WORK INSTRUCTIONS: Which lines of the data include the string "controls"? List them all.

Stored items
*** Begin section ***

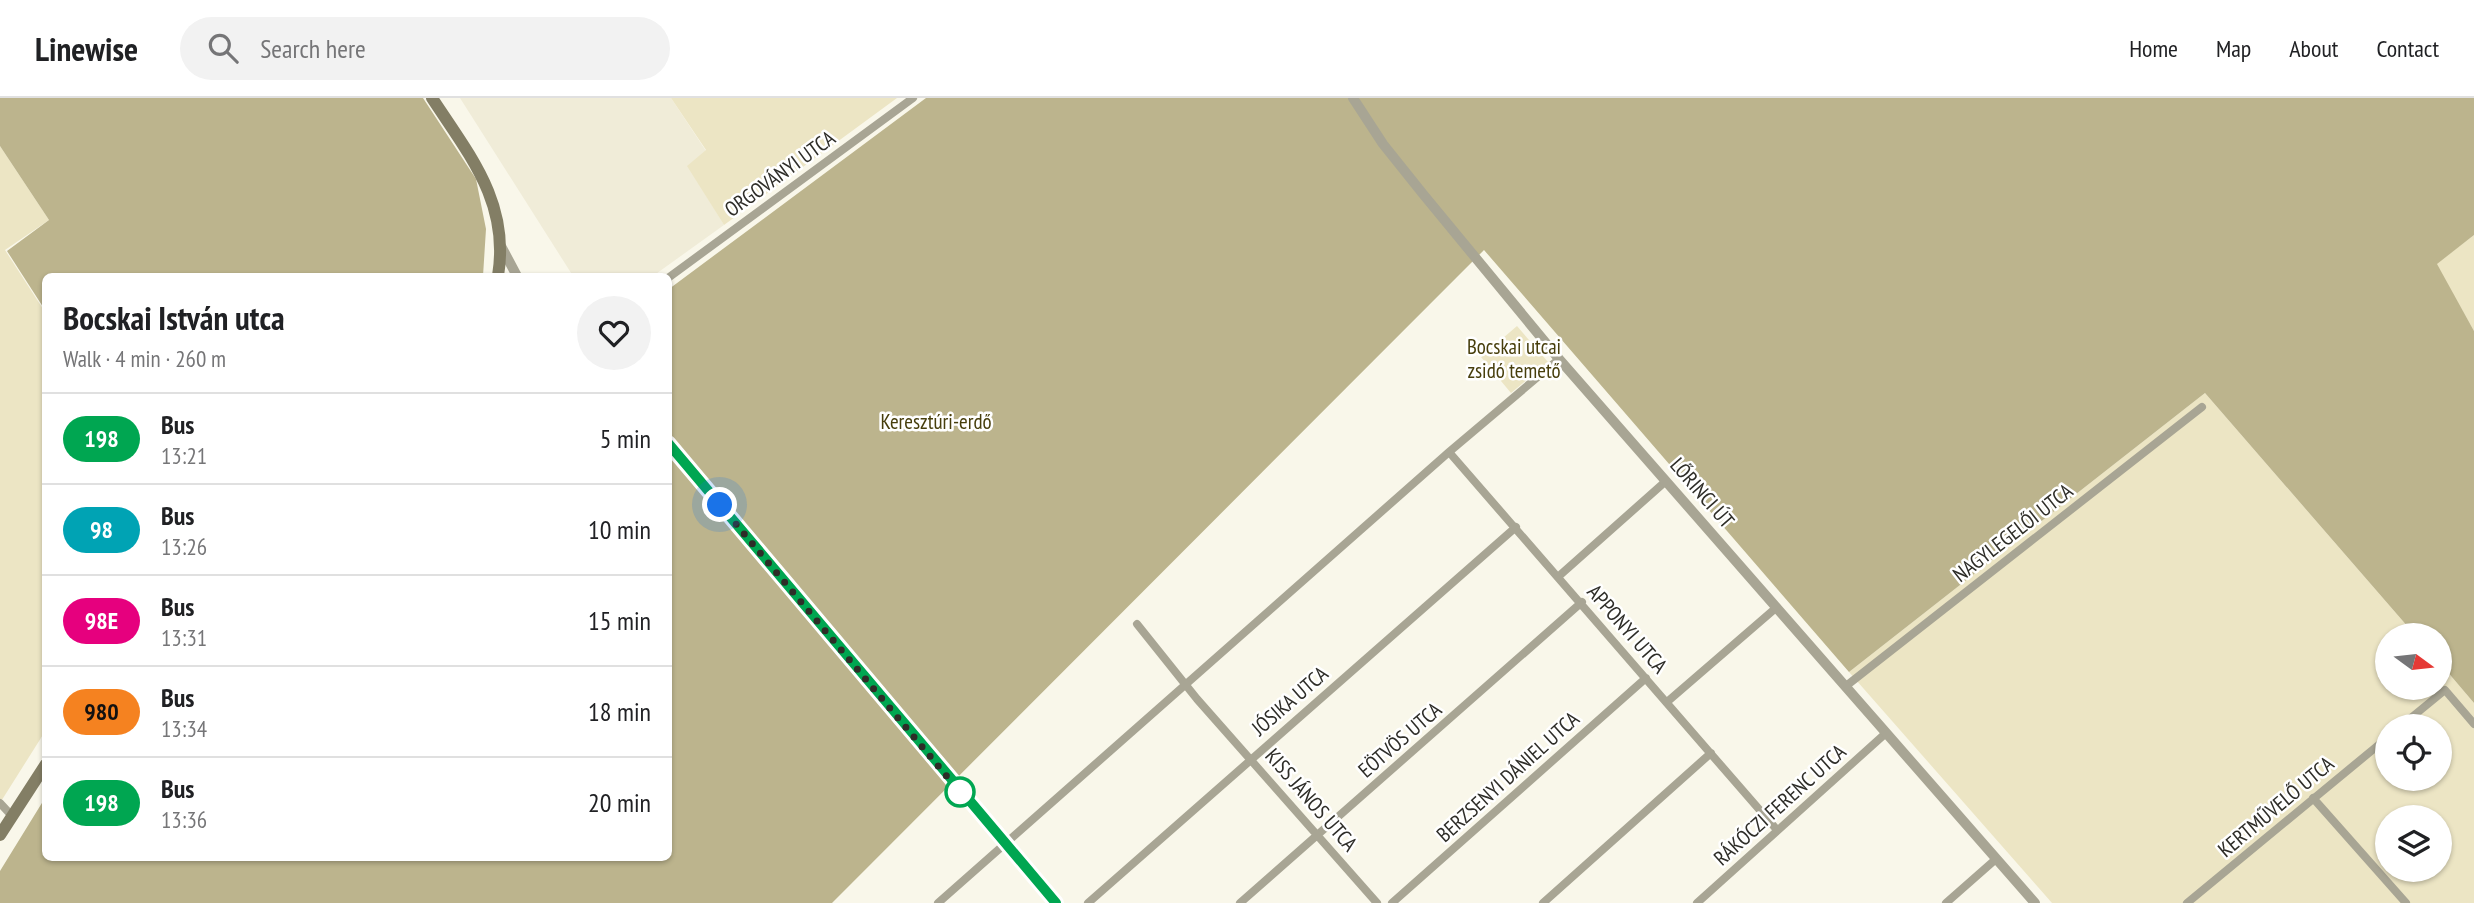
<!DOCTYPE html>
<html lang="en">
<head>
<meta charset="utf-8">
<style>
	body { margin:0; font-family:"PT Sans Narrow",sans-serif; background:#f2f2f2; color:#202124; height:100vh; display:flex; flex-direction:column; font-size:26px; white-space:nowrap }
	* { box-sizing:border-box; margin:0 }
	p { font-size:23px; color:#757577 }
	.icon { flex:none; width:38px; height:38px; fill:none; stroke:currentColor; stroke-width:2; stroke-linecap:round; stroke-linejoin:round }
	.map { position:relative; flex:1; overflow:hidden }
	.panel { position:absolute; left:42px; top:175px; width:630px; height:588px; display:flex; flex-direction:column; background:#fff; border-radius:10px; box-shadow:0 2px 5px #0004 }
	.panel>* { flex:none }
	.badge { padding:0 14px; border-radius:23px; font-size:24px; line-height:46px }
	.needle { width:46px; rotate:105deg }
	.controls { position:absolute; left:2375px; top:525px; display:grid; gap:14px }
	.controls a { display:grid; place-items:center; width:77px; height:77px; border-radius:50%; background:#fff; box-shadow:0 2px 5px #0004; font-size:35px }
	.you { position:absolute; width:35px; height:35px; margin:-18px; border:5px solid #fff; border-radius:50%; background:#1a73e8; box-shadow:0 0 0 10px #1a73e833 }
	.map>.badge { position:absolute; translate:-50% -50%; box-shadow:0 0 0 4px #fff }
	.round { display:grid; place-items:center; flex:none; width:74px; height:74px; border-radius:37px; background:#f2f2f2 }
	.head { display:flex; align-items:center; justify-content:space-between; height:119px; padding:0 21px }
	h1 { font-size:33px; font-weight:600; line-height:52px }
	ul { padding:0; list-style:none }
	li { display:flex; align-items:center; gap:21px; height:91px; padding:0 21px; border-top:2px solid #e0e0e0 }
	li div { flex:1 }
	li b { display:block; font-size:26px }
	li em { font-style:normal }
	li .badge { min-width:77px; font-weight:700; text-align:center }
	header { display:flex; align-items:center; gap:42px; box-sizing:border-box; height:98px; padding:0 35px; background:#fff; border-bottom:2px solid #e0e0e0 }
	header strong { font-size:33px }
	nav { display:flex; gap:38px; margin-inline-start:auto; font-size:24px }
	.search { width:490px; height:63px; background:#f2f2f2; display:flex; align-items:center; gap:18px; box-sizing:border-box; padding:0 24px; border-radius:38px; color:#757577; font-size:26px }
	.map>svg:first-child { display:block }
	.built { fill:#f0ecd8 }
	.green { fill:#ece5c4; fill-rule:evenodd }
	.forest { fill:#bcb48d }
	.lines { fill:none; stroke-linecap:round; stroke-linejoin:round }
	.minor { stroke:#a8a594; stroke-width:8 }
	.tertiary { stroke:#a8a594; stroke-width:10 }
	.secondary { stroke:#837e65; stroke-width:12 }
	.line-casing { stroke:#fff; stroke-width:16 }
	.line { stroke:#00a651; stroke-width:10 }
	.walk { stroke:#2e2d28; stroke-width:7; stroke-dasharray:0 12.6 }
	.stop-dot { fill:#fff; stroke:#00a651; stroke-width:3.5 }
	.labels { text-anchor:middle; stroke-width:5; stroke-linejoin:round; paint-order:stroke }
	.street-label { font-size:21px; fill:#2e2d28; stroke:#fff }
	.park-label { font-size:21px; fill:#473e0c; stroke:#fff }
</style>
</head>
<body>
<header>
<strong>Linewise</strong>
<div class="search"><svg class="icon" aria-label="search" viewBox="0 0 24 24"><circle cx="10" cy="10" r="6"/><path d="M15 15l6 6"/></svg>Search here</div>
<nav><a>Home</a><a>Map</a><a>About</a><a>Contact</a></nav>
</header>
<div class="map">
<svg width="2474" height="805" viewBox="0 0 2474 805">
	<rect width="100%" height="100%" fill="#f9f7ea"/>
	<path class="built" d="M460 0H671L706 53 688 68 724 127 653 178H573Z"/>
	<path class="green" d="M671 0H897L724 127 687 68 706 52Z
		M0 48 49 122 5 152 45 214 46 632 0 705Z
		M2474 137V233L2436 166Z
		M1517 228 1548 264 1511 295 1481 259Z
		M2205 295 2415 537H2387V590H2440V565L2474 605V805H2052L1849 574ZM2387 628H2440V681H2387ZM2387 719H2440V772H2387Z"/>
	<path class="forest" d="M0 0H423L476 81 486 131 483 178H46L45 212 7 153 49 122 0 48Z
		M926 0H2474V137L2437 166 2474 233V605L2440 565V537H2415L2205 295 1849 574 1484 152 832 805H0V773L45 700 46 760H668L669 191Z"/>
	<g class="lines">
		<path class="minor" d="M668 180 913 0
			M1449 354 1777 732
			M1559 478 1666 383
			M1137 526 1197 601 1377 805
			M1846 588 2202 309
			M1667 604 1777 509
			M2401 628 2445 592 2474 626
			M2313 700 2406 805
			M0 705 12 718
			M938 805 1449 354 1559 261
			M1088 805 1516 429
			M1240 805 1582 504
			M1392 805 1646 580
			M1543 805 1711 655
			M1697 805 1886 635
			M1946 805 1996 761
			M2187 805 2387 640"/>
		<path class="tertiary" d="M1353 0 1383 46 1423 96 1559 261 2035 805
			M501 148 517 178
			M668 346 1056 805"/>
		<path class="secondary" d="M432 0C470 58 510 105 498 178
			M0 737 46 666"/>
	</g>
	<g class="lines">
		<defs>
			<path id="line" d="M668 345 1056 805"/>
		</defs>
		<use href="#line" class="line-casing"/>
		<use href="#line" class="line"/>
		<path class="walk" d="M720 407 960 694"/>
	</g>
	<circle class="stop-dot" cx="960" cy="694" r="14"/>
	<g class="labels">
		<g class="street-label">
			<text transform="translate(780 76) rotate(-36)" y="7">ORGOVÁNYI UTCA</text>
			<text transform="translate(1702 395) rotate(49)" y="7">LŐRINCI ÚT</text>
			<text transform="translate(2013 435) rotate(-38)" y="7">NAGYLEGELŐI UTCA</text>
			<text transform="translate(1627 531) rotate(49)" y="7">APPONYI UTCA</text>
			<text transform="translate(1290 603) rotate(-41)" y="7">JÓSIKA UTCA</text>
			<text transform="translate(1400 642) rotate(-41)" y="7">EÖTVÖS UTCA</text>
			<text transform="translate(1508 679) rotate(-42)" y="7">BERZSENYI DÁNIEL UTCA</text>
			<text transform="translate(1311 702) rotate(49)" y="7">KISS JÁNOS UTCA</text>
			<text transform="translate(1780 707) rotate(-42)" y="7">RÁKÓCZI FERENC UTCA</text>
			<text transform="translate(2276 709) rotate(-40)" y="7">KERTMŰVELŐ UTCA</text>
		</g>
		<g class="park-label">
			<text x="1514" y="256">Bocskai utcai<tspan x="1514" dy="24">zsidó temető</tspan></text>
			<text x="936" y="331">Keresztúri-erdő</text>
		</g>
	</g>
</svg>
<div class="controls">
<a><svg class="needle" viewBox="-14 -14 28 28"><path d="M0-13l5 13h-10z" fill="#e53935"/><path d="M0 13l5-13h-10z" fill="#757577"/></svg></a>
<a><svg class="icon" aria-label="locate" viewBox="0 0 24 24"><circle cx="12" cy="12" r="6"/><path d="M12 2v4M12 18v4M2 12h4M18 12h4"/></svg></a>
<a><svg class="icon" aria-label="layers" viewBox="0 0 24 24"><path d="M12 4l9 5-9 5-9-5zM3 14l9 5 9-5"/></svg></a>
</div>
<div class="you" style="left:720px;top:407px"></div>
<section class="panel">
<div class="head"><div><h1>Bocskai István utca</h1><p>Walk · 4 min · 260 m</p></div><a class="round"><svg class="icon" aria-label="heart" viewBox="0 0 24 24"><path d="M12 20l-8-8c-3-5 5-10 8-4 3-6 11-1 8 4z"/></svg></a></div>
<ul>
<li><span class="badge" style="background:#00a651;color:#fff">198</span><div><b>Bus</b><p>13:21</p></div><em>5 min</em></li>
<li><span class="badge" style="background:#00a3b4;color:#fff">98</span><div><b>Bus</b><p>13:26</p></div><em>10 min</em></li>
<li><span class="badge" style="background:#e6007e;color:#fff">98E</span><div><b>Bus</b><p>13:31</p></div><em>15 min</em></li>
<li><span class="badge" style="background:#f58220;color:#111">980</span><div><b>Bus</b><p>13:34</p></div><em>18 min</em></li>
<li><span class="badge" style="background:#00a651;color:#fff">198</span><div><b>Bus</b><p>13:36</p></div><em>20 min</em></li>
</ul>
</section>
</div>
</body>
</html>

*** End section ***
*** Begin section ***

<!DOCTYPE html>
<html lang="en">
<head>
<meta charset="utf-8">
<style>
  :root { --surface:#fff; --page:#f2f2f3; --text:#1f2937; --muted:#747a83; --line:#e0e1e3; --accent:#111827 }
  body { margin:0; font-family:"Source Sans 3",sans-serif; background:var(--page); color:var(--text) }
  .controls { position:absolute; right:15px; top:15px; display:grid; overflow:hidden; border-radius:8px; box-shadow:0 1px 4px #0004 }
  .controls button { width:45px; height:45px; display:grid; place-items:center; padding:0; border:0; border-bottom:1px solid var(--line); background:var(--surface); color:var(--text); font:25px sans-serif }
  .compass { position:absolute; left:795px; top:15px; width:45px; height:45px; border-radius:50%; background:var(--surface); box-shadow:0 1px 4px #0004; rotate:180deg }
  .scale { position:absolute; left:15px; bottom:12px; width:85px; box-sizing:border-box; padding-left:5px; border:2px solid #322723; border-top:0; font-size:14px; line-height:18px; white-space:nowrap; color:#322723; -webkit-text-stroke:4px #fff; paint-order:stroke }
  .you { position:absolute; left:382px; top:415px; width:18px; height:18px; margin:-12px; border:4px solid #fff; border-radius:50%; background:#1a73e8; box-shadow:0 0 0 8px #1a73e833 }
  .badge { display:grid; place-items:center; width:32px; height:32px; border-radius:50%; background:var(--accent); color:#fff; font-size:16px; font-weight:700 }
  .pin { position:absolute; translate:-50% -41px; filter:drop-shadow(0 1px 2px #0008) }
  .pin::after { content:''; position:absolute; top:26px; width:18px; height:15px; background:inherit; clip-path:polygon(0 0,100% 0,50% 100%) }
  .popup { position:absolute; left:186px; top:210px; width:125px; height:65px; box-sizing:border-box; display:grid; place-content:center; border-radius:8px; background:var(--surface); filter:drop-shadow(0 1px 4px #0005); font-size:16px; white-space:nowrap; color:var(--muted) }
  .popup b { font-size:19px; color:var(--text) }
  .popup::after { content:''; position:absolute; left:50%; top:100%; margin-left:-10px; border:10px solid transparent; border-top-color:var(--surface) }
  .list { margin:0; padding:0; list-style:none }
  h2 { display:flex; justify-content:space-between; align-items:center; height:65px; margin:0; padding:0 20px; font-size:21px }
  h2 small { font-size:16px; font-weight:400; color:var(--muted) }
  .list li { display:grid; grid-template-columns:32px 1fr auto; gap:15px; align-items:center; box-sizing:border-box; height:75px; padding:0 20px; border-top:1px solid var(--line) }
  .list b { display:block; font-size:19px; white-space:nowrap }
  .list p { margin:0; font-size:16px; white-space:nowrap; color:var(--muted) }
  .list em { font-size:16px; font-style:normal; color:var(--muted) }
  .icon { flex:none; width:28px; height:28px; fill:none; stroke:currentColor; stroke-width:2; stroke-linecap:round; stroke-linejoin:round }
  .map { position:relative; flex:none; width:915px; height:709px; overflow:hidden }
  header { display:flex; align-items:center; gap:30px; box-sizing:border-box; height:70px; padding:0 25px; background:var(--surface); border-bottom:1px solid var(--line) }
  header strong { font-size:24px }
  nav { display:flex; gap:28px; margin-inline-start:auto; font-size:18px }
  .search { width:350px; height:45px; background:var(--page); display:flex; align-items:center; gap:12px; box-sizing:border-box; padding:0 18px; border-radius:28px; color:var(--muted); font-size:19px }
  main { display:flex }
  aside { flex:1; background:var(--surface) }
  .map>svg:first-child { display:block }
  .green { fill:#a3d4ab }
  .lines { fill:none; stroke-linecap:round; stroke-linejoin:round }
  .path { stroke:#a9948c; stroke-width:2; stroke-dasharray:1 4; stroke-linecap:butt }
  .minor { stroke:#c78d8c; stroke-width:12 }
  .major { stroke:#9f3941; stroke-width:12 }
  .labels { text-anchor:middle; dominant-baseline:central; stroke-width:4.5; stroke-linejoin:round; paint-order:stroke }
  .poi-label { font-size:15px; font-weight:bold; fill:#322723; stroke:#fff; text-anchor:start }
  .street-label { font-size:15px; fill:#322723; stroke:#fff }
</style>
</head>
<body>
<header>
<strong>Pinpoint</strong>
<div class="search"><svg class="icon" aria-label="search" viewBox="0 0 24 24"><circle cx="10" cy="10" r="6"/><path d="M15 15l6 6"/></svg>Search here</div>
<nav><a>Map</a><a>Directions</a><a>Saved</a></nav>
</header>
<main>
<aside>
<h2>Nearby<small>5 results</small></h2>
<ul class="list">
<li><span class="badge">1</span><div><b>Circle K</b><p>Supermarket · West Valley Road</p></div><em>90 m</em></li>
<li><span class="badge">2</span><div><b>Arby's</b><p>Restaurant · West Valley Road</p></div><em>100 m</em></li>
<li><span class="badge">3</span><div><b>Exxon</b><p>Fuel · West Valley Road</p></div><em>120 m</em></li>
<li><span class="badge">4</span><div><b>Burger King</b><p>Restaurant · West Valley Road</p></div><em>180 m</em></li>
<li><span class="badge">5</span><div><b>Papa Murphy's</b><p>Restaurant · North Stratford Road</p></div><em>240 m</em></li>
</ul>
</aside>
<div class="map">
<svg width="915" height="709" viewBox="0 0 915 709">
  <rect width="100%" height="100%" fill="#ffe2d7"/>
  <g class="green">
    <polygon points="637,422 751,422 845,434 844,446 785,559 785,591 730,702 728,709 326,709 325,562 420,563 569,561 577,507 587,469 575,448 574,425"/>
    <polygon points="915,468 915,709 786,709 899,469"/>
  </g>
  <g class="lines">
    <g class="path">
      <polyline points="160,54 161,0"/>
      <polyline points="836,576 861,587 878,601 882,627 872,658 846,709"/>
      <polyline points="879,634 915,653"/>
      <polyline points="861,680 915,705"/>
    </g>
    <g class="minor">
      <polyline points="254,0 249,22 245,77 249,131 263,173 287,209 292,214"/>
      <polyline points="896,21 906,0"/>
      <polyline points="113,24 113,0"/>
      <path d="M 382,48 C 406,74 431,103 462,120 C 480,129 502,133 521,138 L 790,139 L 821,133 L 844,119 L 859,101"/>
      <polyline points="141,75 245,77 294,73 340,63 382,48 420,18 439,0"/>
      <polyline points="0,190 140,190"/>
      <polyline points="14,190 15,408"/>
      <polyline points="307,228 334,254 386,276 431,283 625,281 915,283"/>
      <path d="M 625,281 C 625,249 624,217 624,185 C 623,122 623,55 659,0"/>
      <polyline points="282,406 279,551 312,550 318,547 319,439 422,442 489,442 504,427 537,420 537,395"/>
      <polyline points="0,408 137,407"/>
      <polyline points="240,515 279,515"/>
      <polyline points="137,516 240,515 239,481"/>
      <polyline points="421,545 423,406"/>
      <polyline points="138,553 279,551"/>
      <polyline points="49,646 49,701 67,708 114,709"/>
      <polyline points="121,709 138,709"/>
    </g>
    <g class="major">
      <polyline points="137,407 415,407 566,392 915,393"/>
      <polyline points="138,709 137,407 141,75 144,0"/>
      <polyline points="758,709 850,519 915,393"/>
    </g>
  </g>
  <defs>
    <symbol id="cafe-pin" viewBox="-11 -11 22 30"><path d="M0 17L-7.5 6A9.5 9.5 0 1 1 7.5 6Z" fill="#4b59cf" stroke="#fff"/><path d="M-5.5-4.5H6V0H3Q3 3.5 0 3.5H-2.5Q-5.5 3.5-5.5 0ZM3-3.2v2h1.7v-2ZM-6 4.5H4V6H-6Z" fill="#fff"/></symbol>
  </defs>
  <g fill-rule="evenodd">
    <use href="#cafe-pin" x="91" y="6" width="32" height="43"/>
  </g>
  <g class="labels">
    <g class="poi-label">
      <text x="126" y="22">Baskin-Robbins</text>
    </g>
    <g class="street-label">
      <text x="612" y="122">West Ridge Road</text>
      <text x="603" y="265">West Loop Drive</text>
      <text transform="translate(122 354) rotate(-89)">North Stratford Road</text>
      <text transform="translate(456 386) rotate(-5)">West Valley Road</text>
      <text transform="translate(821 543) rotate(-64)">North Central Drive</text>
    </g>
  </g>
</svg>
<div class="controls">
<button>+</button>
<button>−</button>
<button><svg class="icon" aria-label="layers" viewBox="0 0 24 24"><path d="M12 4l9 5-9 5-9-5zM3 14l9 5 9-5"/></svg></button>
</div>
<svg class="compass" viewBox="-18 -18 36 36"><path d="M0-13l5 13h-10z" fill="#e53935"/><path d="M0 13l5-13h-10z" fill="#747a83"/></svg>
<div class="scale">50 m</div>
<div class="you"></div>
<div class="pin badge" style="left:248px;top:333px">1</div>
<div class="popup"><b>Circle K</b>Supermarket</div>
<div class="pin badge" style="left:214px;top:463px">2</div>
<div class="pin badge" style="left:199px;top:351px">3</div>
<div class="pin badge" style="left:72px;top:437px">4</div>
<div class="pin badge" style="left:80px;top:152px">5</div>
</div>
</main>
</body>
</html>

*** End section ***

RESULT FOR THIS TASK:
	.controls { position:absolute; left:2375px; top:525px; display:grid; gap:14px }
	.controls a { display:grid; place-items:center; width:77px; height:77px; border-radius:50%; background:#fff; box-shadow:0 2px 5px #0004; font-size:35px }
<div class="controls">
  .controls { position:absolute; right:15px; top:15px; display:grid; overflow:hidden; border-radius:8px; box-shadow:0 1px 4px #0004 }
  .controls button { width:45px; height:45px; display:grid; place-items:center; padding:0; border:0; border-bottom:1px solid var(--line); background:var(--surface); color:var(--text); font:25px sans-serif }
<div class="controls">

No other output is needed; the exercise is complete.